Your instructions
Only one portion of the data is to be written out: from the line bearing "Bounding boxes for" through the line bearing "I need the bounding box of all street". Write it exactly as it appears.

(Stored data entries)
_____

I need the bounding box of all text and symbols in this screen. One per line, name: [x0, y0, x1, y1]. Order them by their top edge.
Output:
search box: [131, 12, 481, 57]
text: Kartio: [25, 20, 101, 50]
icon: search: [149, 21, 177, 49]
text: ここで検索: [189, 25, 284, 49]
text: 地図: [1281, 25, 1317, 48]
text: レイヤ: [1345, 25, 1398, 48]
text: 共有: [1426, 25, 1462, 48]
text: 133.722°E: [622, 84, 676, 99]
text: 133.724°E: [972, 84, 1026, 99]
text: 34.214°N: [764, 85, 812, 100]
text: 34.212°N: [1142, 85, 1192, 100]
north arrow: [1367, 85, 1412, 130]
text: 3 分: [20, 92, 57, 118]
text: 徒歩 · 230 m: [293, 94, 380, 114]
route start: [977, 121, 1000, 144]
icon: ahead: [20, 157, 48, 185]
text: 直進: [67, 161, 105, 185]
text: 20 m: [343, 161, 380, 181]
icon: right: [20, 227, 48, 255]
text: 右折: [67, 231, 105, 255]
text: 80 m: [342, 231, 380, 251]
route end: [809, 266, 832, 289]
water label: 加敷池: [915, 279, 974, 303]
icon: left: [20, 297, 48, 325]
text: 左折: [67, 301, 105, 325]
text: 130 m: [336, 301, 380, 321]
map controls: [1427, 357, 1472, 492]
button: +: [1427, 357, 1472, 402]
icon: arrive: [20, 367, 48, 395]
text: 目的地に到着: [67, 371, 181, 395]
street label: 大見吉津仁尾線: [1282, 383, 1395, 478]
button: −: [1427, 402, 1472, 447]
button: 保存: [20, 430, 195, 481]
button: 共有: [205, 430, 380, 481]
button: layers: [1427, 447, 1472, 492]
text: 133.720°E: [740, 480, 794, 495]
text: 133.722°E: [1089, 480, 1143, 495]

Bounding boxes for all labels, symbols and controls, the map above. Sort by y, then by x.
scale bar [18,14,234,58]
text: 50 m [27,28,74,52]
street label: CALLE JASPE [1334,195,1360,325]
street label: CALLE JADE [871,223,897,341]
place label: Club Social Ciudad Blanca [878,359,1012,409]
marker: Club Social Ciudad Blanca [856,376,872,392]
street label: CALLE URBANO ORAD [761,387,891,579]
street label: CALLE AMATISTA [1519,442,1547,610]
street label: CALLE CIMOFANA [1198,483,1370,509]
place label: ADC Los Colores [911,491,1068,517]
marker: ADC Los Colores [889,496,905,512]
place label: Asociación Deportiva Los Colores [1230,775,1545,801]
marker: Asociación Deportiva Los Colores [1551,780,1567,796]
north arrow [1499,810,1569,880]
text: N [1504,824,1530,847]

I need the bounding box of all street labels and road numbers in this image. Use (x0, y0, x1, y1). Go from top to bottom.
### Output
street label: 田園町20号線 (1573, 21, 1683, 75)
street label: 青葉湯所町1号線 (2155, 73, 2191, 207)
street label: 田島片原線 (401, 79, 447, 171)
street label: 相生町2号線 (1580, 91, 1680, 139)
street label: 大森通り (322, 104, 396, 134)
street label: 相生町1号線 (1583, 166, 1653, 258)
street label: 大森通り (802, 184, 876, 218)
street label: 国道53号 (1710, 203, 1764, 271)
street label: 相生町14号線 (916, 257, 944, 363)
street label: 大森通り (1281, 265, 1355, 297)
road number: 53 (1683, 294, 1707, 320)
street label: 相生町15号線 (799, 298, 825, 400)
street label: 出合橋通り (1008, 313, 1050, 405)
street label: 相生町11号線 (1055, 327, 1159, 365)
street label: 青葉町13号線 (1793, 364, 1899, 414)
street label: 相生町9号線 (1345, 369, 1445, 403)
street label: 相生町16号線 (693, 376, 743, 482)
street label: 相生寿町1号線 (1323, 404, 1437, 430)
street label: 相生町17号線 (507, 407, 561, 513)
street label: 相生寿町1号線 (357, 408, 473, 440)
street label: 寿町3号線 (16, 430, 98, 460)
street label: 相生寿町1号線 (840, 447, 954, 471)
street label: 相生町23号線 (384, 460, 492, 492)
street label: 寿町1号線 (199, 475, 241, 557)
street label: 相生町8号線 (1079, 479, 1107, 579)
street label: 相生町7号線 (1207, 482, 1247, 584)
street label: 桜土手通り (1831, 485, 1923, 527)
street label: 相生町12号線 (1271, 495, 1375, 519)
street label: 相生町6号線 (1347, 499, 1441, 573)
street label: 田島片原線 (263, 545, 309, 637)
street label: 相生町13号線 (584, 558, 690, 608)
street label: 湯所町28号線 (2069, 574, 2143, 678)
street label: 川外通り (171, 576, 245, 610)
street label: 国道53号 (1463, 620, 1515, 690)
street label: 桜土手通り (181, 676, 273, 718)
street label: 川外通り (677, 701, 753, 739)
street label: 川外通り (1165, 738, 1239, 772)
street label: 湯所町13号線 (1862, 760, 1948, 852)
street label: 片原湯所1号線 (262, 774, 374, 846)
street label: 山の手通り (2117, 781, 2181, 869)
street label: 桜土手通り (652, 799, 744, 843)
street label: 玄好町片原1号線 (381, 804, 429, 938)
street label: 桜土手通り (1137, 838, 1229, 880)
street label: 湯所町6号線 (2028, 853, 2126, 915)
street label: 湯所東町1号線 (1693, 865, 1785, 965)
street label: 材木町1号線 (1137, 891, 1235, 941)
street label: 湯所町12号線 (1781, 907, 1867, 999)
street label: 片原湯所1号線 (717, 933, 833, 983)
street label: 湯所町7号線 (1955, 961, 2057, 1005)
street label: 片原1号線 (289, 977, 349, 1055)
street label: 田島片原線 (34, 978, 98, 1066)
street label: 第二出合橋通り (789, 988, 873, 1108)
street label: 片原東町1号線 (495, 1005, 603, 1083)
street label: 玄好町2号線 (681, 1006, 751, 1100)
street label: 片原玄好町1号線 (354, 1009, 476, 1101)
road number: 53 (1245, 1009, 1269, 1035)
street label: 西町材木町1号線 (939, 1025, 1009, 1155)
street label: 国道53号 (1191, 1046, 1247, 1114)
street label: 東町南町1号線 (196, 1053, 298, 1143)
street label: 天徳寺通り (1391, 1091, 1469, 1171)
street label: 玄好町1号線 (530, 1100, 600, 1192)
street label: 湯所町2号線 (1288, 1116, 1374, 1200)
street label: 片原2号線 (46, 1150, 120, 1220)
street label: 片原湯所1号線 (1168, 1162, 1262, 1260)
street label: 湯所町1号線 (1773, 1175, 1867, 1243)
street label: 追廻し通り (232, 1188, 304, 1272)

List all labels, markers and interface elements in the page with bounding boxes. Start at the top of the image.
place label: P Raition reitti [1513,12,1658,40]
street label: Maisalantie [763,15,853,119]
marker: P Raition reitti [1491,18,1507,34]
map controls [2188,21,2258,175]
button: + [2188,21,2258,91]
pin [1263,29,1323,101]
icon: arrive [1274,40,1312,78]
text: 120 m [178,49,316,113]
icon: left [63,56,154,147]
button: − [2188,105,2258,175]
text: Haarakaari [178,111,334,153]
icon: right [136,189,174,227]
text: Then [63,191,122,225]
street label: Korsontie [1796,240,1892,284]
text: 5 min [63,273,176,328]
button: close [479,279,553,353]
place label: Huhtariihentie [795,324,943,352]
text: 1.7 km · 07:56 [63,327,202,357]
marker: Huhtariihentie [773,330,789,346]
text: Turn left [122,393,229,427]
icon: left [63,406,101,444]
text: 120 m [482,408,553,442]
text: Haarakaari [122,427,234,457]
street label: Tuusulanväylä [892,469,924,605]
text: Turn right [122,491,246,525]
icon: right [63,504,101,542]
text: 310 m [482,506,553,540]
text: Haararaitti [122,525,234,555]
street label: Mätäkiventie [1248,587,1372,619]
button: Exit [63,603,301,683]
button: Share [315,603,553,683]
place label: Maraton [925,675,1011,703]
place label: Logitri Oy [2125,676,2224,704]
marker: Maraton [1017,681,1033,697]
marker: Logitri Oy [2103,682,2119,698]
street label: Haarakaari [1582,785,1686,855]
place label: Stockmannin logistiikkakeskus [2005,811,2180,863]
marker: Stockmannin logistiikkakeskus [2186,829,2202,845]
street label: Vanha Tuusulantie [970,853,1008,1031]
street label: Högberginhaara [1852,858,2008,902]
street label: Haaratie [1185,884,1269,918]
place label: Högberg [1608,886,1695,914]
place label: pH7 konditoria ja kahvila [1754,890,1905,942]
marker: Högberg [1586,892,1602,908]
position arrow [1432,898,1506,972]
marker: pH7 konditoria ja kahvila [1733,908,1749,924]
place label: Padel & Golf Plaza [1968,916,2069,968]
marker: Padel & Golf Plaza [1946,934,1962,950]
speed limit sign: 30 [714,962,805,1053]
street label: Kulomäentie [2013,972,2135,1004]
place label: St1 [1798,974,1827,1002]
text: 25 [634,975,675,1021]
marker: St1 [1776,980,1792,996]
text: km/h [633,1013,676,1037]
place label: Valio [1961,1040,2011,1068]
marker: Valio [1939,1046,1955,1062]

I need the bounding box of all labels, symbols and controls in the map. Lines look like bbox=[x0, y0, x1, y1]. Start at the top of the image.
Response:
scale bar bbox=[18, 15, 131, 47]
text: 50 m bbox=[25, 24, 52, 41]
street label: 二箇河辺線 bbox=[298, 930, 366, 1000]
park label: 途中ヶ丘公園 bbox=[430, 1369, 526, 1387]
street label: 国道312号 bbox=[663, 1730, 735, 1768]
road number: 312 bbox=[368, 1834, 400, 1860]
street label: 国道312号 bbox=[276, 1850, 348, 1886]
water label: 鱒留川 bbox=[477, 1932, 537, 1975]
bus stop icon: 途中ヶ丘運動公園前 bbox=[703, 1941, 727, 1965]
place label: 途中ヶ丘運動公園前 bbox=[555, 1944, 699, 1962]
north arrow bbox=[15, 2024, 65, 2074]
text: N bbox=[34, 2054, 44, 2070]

_____

Solved exercise
Bounding boxes for all labels, symbols and controls, the map above. Sort by y, then by x.
scale bar [18,14,234,58]
text: 50 m [27,28,74,52]
street label: CALLE JASPE [1334,195,1360,325]
street label: CALLE JADE [871,223,897,341]
place label: Club Social Ciudad Blanca [878,359,1012,409]
marker: Club Social Ciudad Blanca [856,376,872,392]
street label: CALLE URBANO ORAD [761,387,891,579]
street label: CALLE AMATISTA [1519,442,1547,610]
street label: CALLE CIMOFANA [1198,483,1370,509]
place label: ADC Los Colores [911,491,1068,517]
marker: ADC Los Colores [889,496,905,512]
place label: Asociación Deportiva Los Colores [1230,775,1545,801]
marker: Asociación Deportiva Los Colores [1551,780,1567,796]
north arrow [1499,810,1569,880]
text: N [1504,824,1530,847]

I need the bounding box of all street labels and road numbers in this image. Use (x0, y0, x1, y1). Go from top to bottom.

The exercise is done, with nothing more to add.